I saved the flat skin, because they still had a lot of the mucilaginous pulp clinging to them, and I rubbed those on my skin. This winter has been hard on my skin and it itches allllll the time. Although I did watch the video of an older Indian man who was scraping the skins with the back of his knife and adding it to the container where he was putting his clear "filets". Apparently the green goo that you don't want is under those ribs along the sides of the leaf, and in the tips.
This is now a couple of days later, in fact this will be the third morning that Hubs and I will have aloe-apple juice with our breakfast. So the fact that Hubs hasn't balked attests to the fact that it doesn't taste bad. Neither of us has had any digestive upsets because of it. I am getting some relief from the acid reflux, though I know it will take some time to heal completely. I still have a bit of a sore throat and my mouth feels like it has been burned. I have my last follow-up with the retina specialist in a few days and I'm going to tell him about the problems that I've been having. I think it might be a common post-surgical issue because during the post-surgery interview, the nurse asked me specifically if I ever had acid reflux or acid indigestion. I don't know that he would do anything other than write me a prescription, but I just want him to know.
Rubbing the aloe gel on my skin is not helping to stop the itch. It's winter that's drying out my skin and I just itch all over. Worse on my back than anywhere. There's no visible rash. I have started running a humidifier in the house in an effort to add a little moisture to our inside air.

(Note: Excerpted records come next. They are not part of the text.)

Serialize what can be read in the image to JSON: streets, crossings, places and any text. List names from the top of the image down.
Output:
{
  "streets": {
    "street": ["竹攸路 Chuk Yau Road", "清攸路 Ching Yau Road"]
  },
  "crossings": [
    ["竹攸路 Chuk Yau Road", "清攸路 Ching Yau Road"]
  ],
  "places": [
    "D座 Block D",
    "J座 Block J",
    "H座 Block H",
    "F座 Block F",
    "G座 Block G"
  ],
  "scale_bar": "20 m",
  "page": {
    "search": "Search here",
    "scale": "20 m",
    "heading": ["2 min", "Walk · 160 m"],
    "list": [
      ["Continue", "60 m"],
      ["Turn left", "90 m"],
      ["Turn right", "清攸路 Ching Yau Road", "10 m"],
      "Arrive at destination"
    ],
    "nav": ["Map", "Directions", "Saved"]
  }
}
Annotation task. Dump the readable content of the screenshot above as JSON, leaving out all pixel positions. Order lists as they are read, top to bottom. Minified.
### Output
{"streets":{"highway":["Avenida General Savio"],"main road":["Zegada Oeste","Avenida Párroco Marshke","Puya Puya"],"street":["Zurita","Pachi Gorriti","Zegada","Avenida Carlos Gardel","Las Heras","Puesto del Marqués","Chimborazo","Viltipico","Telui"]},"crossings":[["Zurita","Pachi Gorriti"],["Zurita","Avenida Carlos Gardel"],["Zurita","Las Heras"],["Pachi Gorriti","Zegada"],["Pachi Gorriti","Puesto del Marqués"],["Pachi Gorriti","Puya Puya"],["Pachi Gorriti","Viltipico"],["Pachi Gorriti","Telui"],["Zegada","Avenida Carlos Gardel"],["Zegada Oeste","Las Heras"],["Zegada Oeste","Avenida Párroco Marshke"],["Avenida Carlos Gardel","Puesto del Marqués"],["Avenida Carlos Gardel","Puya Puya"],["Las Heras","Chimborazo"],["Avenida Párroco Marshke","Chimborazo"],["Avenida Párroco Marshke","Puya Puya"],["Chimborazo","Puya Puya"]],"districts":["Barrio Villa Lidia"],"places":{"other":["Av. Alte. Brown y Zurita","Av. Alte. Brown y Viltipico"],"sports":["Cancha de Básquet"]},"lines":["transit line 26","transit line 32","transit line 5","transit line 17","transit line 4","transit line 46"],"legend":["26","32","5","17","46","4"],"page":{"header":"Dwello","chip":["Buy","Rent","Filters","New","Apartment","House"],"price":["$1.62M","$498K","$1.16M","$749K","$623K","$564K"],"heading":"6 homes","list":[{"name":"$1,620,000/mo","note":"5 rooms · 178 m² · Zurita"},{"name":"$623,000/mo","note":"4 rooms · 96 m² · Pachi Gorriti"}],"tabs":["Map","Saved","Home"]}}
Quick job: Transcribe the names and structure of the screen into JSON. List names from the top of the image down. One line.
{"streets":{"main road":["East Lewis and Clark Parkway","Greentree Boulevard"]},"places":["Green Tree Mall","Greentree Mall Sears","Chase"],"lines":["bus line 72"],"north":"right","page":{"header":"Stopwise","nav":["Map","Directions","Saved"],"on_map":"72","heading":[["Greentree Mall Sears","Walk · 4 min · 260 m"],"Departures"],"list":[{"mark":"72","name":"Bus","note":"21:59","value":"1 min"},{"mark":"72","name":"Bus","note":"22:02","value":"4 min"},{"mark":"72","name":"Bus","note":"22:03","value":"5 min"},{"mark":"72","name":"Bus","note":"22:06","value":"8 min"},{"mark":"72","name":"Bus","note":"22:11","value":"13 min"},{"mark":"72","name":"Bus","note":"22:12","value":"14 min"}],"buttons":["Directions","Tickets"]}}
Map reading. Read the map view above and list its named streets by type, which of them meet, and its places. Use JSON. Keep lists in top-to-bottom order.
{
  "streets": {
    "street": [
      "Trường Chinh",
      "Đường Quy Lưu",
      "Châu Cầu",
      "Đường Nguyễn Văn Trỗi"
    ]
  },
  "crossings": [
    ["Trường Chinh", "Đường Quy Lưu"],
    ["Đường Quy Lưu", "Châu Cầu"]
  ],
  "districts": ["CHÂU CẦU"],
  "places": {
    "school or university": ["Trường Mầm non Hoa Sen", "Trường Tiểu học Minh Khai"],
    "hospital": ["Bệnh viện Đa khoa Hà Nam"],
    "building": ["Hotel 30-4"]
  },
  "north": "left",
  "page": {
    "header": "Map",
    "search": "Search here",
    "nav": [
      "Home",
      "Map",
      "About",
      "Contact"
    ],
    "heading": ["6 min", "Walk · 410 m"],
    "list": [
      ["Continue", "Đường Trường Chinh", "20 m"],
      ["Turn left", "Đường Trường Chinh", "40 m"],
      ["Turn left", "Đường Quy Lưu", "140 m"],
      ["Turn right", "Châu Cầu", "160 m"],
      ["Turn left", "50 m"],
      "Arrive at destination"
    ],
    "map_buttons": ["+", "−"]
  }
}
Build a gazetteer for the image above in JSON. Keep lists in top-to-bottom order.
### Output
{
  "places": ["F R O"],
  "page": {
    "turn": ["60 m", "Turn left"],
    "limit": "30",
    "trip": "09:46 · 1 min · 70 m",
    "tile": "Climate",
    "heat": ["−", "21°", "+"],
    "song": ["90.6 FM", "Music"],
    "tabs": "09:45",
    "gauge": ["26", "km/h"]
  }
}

As I get each big plant used to the point where it just has it's top two or three leaves, I will cut that top part off, let it dry for a few days, and then plant it in a new pot. I may try cutting the stump that will remain down to ground level and see what it does. The "pups" grow around the sides of a mature plant by suckering up from the root. It might be worth it just to see if more of them will appear. For the time-being, though, the two plants that are set down in buckets (because they have gotten so top-heavy that they tip themselves over) were relieved of five "pups" before the picture was taken.
And just now, I dug out one "pup", and two plants that will probably be mature in another year, from the brown pot that was in the kitchen. This leaves the largest plant alone in the pot, to grow bigger and to make more "pups".
Not much new to report on the gardening front. Of the seeds I placed in damp coffee filters, The Elecampane and Valarian are up and were carefully transplanted into cups a few days ago.
I have another milk jug emptied out for Winter Sowing, I plan to sow Good King Henry in it. I WS'd some last year, and transplanted into the asparagus bed, but they didn't make it through the summer.
Hubs drew my attention to this fella that he watched come in for a landing on the fence between our back yard and the garden. I took this picture through the window blinds and was just getting in position to get a better one when he flew off. Then ---duh--- it occurred to me I still have that window upstairs that doesn't have a screen on it, I could've gotten a really good picture from up there with my zoom.